YOUR TASK => Lines from the beginning of the entries up to and including the one with "--surface:#fff; --page:#f6f6f6; --text:#202124;" must be duplicated word for word; leave out all others.

BEGIN PROVIDED MATERIAL

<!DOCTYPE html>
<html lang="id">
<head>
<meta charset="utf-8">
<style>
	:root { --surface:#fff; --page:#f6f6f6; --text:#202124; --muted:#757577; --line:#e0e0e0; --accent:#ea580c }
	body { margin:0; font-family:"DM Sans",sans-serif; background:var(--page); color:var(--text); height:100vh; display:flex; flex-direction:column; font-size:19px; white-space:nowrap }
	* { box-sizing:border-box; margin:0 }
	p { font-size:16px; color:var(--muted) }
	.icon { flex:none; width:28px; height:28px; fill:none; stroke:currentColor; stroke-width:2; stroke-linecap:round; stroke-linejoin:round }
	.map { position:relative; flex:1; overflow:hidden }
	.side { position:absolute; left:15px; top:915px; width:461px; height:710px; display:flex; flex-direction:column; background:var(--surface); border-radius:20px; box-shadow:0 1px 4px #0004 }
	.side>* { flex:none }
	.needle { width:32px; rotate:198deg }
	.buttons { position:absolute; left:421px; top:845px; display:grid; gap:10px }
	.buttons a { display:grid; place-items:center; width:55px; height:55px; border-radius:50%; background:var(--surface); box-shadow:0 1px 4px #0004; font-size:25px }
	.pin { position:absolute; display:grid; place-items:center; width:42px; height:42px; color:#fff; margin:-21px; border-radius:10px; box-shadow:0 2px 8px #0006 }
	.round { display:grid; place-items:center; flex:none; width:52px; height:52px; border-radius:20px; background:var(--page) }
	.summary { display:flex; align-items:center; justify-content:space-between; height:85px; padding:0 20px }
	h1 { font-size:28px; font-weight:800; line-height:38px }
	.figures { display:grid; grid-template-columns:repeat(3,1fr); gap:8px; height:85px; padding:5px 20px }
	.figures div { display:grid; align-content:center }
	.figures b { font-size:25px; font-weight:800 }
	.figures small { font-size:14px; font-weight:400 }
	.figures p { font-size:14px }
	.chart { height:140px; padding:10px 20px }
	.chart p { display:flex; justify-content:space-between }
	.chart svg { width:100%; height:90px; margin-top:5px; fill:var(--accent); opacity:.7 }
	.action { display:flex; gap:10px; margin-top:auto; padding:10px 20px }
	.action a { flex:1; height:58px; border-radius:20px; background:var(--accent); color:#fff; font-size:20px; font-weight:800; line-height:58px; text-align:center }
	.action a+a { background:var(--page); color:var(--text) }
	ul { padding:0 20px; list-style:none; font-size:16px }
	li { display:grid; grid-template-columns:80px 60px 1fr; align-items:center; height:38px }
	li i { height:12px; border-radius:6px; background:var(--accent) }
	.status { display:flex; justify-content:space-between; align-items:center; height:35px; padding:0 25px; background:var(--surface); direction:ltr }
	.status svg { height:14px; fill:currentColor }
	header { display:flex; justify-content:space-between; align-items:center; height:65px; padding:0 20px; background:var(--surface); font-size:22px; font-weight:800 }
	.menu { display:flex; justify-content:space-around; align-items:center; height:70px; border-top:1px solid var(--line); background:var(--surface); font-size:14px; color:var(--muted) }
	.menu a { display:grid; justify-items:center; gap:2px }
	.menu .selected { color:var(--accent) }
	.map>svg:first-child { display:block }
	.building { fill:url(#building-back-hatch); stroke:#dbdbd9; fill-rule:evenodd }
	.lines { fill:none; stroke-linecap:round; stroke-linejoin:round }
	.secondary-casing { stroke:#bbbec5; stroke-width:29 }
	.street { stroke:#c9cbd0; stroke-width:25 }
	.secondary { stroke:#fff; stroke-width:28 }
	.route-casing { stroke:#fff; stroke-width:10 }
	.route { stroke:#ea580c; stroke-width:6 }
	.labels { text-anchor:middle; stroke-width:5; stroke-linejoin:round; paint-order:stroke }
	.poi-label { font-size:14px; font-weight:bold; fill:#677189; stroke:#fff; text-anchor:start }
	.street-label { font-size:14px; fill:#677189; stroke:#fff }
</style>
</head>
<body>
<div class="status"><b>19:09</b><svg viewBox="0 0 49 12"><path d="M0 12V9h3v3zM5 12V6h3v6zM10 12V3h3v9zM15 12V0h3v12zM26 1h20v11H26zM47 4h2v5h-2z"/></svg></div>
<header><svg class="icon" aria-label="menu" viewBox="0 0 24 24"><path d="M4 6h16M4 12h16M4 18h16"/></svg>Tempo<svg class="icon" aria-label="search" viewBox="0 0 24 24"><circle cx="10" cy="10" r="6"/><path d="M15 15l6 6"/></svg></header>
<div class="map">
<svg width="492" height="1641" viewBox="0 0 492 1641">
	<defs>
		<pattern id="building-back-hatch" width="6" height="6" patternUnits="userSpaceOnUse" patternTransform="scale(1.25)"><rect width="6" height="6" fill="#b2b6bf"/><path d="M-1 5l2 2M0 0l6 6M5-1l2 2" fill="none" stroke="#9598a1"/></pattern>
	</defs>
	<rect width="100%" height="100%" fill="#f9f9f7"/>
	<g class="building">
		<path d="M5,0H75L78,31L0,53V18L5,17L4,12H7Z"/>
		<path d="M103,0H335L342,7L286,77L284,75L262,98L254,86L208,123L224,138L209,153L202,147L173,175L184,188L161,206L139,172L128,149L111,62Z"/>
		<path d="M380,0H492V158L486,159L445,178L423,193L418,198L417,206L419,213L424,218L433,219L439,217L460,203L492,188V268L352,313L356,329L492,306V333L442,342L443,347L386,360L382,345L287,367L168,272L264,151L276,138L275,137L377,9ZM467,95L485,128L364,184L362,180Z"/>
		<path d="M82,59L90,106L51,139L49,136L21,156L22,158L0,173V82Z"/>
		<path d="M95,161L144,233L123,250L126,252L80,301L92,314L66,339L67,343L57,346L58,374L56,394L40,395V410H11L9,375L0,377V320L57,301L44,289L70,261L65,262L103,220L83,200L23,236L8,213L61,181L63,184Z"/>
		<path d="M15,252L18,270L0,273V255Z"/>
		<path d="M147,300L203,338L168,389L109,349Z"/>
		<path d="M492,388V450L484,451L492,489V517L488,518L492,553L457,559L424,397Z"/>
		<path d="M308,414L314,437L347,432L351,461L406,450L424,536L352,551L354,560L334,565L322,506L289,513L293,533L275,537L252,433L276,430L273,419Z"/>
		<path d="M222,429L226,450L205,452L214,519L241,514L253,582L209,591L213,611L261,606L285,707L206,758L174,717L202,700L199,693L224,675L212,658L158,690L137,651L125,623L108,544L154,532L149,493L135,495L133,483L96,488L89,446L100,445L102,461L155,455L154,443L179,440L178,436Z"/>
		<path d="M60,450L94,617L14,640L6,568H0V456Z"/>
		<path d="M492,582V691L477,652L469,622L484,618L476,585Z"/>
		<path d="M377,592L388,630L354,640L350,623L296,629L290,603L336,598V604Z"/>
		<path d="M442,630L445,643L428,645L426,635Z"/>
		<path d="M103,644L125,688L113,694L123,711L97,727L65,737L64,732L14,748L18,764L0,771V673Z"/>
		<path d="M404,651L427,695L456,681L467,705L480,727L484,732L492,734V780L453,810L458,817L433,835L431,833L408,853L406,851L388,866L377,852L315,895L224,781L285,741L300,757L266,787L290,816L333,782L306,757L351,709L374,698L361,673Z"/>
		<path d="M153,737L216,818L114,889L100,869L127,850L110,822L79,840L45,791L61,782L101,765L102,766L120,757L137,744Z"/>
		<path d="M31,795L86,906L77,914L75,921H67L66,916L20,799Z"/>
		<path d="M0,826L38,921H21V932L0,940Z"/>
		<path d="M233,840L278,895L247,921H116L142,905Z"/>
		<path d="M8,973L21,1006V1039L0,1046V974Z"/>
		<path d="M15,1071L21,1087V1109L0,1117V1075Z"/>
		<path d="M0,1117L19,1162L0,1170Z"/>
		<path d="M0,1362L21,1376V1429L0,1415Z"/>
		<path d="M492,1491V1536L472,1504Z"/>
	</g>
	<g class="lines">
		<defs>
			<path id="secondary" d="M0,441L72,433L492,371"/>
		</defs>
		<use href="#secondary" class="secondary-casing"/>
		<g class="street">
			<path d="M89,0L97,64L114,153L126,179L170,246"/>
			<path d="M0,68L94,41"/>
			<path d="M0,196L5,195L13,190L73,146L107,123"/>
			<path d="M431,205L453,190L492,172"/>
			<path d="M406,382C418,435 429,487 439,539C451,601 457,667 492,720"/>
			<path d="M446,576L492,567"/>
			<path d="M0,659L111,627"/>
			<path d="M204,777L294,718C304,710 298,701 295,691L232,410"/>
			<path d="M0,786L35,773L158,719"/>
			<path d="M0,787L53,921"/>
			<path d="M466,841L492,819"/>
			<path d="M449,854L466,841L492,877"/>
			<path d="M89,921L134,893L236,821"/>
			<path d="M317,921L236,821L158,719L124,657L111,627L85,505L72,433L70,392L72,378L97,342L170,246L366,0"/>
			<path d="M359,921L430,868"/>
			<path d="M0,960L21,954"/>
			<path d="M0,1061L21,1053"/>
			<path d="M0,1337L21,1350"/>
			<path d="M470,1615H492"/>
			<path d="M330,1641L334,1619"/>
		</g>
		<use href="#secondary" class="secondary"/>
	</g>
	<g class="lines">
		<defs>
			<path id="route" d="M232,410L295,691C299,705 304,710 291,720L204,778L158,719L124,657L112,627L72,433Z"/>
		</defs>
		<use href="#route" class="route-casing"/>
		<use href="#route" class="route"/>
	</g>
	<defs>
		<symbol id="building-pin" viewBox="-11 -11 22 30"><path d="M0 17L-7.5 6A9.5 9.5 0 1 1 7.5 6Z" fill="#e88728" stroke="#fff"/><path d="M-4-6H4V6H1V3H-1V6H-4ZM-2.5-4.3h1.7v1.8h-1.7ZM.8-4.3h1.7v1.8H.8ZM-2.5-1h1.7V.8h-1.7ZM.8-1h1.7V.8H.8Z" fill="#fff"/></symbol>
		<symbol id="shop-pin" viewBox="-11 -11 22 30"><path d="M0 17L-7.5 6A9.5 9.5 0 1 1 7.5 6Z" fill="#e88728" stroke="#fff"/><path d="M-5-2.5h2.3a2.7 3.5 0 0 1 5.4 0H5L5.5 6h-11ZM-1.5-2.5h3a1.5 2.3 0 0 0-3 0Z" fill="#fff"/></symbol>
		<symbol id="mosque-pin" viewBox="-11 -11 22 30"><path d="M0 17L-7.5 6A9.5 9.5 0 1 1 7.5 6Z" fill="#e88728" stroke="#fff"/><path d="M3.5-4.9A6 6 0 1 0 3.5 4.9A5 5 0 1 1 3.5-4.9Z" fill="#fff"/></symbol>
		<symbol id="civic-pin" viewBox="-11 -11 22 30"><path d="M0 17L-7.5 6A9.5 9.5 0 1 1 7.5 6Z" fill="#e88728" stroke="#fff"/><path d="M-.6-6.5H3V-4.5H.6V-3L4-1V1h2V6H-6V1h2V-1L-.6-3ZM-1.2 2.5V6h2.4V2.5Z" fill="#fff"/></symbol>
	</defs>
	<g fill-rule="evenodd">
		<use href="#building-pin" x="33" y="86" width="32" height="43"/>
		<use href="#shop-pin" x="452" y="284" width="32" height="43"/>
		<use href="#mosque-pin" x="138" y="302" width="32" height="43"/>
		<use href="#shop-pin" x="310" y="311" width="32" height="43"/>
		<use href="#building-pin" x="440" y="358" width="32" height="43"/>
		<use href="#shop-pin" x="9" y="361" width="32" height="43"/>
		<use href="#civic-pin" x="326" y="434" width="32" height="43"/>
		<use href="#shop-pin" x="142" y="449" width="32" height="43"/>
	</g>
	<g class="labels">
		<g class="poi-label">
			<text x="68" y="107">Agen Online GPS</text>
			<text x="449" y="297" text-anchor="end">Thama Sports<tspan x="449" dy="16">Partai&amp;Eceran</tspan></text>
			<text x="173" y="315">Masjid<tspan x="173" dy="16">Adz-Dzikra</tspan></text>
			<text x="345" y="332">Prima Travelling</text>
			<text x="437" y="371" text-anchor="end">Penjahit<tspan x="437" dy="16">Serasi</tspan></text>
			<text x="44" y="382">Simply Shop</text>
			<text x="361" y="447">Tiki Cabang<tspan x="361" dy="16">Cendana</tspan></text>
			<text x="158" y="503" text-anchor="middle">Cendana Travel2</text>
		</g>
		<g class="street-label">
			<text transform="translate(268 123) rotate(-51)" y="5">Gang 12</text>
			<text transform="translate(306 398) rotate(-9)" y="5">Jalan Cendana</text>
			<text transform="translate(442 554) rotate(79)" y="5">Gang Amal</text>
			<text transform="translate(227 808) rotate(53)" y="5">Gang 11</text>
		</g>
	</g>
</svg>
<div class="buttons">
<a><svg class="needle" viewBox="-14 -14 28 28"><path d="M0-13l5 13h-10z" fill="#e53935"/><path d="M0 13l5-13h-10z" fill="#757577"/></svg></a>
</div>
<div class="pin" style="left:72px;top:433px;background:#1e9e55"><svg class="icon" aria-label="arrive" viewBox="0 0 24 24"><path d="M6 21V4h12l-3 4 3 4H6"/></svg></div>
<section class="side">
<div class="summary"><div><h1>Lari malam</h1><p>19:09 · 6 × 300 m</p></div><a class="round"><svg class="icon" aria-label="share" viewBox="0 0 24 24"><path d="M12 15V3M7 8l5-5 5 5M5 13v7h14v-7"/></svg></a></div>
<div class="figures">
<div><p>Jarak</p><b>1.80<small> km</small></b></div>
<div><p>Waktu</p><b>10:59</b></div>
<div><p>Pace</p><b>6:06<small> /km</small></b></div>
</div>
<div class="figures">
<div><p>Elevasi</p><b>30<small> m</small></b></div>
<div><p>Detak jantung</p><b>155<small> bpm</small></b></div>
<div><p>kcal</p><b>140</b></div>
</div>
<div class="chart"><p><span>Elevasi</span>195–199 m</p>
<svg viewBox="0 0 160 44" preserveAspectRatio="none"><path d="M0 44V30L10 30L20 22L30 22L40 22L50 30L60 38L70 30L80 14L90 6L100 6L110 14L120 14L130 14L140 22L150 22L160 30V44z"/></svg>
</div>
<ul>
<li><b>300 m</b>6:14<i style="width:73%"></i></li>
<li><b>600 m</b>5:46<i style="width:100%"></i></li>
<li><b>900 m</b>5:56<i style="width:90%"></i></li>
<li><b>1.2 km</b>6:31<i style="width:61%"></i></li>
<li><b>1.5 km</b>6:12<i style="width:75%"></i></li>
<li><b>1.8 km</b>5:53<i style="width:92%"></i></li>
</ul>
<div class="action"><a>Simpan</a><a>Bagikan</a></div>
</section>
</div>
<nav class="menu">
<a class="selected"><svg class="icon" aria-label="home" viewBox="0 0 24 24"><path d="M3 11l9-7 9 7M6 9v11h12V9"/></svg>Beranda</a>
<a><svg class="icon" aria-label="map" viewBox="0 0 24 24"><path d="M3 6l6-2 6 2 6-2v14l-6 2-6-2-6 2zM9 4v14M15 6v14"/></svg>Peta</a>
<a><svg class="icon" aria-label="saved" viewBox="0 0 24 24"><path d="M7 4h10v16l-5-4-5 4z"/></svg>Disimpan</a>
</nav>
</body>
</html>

END PROVIDED MATERIAL

ANSWER TO THIS TASK =>
<!DOCTYPE html>
<html lang="id">
<head>
<meta charset="utf-8">
<style>
	:root { --surface:#fff; --page:#f6f6f6; --text:#202124; --muted:#757577; --line:#e0e0e0; --accent:#ea580c }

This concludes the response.